Exercise instructions :: Go line by line through the entries and show those that hold the string "Selwyn".

(Stored items)
::::::

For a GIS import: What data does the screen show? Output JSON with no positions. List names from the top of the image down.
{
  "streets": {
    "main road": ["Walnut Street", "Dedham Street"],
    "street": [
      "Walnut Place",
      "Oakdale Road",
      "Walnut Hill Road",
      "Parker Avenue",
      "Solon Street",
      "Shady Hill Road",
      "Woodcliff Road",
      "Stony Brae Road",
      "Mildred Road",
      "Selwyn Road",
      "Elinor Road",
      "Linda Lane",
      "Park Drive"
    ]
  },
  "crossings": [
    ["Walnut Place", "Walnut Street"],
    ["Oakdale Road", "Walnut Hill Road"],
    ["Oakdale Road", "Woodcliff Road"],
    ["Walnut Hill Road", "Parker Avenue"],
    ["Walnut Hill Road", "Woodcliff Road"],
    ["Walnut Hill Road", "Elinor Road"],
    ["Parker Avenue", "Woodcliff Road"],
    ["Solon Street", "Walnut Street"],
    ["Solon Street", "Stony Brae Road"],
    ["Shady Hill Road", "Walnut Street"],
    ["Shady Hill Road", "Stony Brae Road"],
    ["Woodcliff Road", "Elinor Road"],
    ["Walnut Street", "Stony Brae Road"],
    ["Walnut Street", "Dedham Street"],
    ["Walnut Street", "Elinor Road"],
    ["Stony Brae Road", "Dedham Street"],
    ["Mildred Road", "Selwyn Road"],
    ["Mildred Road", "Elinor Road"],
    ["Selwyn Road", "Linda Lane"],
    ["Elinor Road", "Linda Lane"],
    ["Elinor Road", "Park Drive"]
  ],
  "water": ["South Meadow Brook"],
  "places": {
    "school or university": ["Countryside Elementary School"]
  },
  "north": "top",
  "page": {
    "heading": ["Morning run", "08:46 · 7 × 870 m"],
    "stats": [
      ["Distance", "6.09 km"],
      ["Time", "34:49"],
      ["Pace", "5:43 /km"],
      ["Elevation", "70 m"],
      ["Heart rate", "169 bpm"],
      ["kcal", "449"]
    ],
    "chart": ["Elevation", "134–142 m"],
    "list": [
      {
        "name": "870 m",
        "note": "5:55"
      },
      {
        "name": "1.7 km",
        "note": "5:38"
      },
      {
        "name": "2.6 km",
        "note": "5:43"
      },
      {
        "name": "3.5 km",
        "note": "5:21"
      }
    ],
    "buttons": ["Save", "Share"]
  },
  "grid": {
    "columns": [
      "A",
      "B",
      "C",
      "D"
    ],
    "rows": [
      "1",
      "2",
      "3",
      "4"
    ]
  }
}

::::::

Written answer ::
      "Selwyn Road",
    ["Mildred Road", "Selwyn Road"],
    ["Selwyn Road", "Linda Lane"],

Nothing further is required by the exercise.